Model Importing: MERA imports quantized models directly from TorchScript IR, TFLite, or ONNX formats. Before exporting, developers should check to be sure their models are compatible with TensorFlow Lite, the mobile-friendly subset of TensorFlow.
Compilation: MERA starts with Apache TVM at its front end for importing and computational graph offloading, and uses an all-new EdgeCortix extended back end for compilation and optimization. It outputs a set of binary artifacts, including parameter data and a shared library loadable from Python and C++.
Interpreter and Simulator: A development host-based Interpreter is available in MERA to aid initial development and debugging, running at the same precision as the EdgeCortix DNA IP. Also available is a complete development host-based simulator, using a cycle-accurate representation of EdgeCortix DNA IP matching target behavior, helpful in evaluating latency and determinism before actual target hardware is available.
Deployment: MERA performs target cross-compilation to an edge host processor and acceleration hardware in an SoC or an FPGA-based PCI accelerator card in a system. It understands EdgeCortix DNA IP configuration rules, automatically compiling code for the correct version. It also handles configuration optimization and workload scheduling for maximizing utilization and minimizing latency.

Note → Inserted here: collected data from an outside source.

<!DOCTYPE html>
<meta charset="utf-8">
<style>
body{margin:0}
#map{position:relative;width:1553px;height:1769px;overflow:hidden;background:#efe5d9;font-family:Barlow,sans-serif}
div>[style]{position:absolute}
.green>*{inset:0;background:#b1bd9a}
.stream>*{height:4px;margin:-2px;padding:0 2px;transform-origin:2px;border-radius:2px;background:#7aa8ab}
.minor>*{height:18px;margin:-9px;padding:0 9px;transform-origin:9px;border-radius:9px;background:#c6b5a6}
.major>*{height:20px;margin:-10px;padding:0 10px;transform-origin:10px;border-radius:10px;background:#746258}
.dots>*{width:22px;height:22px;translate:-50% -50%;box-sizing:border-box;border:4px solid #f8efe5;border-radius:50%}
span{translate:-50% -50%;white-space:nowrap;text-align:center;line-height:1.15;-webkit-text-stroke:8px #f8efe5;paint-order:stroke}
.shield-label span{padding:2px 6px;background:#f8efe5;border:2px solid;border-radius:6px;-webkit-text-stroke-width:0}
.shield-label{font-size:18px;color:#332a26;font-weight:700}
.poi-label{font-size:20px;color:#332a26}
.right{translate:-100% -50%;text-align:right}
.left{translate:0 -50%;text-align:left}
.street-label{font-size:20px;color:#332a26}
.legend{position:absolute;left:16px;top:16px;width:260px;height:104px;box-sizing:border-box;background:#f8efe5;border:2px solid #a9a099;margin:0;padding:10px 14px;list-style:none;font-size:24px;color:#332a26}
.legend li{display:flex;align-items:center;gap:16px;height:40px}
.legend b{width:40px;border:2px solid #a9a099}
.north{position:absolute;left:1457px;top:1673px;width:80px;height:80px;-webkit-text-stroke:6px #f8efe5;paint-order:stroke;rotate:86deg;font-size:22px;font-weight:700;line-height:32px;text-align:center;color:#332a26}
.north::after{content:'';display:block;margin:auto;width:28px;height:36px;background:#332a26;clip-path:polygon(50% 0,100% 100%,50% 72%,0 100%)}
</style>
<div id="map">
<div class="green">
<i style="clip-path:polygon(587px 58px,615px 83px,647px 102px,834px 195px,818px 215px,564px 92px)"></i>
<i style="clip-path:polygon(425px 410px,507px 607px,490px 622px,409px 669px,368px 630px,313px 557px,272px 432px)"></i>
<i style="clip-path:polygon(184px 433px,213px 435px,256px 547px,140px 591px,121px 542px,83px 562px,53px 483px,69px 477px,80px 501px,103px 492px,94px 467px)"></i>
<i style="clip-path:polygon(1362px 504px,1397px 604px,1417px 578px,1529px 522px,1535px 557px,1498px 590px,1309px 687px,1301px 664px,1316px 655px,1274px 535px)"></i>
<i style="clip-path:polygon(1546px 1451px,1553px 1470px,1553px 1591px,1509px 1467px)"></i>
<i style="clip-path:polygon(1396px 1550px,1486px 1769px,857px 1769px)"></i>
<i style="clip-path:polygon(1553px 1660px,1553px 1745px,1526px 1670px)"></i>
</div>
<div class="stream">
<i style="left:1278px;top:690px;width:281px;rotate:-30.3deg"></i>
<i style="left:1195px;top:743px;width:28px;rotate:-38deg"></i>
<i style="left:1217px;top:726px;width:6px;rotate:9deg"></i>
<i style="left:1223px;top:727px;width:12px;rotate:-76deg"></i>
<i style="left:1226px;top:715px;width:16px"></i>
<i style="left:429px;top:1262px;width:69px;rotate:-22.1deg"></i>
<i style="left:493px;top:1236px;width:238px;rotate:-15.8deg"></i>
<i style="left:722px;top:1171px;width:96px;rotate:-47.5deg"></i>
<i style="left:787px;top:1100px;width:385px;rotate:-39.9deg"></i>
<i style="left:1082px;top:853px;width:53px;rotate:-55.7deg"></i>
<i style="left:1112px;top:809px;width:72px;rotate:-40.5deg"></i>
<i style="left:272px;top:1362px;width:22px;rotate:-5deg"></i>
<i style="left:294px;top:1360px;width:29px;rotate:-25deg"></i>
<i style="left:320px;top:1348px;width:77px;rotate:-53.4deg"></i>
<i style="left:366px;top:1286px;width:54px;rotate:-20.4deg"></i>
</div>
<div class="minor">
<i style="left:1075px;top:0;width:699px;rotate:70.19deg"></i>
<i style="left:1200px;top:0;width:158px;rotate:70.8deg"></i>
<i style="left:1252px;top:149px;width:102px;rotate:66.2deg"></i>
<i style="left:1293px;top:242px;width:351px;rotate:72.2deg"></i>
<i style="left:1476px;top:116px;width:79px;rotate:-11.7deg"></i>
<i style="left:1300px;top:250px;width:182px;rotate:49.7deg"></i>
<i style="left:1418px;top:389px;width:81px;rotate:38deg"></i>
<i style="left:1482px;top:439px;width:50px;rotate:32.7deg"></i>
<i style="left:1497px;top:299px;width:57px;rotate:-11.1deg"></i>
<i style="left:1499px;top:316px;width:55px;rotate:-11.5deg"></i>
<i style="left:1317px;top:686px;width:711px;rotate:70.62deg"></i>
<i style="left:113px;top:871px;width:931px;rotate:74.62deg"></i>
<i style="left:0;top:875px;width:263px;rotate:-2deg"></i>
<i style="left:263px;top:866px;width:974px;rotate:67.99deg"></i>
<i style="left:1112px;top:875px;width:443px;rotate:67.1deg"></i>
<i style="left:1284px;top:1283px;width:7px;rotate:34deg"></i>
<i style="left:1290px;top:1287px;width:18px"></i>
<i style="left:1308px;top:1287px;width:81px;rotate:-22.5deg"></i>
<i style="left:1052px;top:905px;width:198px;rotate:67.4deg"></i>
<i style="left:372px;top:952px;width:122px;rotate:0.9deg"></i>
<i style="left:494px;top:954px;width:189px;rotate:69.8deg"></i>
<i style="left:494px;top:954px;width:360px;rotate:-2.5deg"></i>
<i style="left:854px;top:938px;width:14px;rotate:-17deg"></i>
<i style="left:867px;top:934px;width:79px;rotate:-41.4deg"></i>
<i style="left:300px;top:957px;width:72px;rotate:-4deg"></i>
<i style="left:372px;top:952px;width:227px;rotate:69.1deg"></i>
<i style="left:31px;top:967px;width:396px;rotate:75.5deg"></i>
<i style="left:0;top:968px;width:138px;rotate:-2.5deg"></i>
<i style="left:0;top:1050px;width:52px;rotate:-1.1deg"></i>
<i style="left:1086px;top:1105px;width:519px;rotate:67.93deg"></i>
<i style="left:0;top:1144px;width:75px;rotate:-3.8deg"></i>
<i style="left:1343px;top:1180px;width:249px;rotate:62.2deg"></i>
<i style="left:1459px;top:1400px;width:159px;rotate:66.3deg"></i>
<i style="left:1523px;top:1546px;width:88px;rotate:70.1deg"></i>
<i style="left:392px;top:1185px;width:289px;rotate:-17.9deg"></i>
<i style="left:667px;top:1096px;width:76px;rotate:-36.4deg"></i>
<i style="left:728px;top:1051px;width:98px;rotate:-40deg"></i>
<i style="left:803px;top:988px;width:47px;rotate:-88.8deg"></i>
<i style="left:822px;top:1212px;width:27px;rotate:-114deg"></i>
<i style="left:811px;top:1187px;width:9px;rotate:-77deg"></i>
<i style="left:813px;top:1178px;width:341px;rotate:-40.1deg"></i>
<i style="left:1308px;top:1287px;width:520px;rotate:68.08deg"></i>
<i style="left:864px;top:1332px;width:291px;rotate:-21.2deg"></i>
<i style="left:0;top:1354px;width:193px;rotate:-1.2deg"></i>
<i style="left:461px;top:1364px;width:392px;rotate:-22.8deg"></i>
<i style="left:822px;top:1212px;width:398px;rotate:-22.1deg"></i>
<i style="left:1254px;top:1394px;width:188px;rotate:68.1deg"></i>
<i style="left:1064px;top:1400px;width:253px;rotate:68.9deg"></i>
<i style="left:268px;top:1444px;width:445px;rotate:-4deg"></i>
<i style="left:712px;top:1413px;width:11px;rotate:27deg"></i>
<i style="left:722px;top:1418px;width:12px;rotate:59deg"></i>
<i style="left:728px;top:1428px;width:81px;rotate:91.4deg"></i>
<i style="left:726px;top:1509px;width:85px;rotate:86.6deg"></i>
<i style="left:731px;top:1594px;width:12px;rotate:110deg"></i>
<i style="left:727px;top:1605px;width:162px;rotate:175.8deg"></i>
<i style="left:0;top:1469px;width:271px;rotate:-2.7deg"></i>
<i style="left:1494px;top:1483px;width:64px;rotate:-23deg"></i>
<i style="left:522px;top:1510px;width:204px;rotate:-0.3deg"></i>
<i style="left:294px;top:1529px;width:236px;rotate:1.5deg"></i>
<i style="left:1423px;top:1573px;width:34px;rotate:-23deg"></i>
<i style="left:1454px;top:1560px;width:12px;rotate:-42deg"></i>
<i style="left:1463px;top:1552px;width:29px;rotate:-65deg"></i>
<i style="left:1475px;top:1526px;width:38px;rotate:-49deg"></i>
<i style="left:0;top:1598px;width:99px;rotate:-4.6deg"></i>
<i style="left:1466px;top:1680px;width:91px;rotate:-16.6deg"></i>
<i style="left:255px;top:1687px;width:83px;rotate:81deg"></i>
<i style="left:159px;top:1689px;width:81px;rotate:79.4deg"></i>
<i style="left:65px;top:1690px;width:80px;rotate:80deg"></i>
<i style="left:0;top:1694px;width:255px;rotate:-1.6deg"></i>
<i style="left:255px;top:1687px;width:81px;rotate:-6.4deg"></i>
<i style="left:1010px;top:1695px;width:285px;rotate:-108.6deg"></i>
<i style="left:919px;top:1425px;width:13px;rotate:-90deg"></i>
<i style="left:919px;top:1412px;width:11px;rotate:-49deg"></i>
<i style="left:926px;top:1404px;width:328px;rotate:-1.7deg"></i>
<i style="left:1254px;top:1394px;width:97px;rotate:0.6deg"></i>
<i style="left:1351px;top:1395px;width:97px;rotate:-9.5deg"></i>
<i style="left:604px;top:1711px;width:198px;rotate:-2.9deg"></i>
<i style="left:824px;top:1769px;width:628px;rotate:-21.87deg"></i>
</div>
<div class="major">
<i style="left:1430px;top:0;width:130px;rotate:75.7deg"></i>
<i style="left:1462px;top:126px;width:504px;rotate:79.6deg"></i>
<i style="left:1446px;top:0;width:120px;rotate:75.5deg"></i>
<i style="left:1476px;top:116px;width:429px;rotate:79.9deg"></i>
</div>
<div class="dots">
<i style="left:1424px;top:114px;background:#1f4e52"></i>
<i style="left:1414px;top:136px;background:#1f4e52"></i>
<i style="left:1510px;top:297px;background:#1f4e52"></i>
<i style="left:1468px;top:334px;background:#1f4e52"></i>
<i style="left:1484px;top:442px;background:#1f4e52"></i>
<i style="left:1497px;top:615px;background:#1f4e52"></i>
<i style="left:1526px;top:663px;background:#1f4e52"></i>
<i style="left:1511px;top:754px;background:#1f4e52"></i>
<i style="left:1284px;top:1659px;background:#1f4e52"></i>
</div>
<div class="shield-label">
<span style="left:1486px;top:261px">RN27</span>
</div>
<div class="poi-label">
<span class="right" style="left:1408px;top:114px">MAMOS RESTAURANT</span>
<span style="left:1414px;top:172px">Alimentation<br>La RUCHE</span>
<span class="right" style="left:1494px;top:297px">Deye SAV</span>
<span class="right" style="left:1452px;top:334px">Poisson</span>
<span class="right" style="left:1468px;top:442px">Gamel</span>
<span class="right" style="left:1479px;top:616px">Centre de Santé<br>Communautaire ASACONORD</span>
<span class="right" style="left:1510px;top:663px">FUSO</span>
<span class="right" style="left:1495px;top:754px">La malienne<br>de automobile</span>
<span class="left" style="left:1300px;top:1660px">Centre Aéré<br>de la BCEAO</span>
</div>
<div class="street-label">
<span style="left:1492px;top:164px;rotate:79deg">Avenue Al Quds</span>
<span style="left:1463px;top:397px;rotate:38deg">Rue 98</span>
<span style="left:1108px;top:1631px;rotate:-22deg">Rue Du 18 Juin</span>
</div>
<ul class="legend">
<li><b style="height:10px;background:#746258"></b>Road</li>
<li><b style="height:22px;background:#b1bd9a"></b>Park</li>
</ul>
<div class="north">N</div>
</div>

An easier, model-agnostic workflow for edge AI software

Data scientists and Python-first developers can quickly get applications into edge devices running EdgeCortix DNA IP with MERA. The development process is similar whether the hardware choice is an EdgeCortix SAKURA edge AI co-processor, a system-on-chip designed with EdgeCortix DNA IP, or an EdgeCortix Inference Pack on BittWare FPGA cards.

The latest release, MERA 1.3.0, is available for download from the EdgeCortix GitHub repository, with code files, pre-trained applications in the Model Zoo, and documentation. Using MERA as a companion tool to EdgeCortix-enabled hardware, teams can worry less about edge AI hardware complexity and focus more on edge AI software robustness and performance.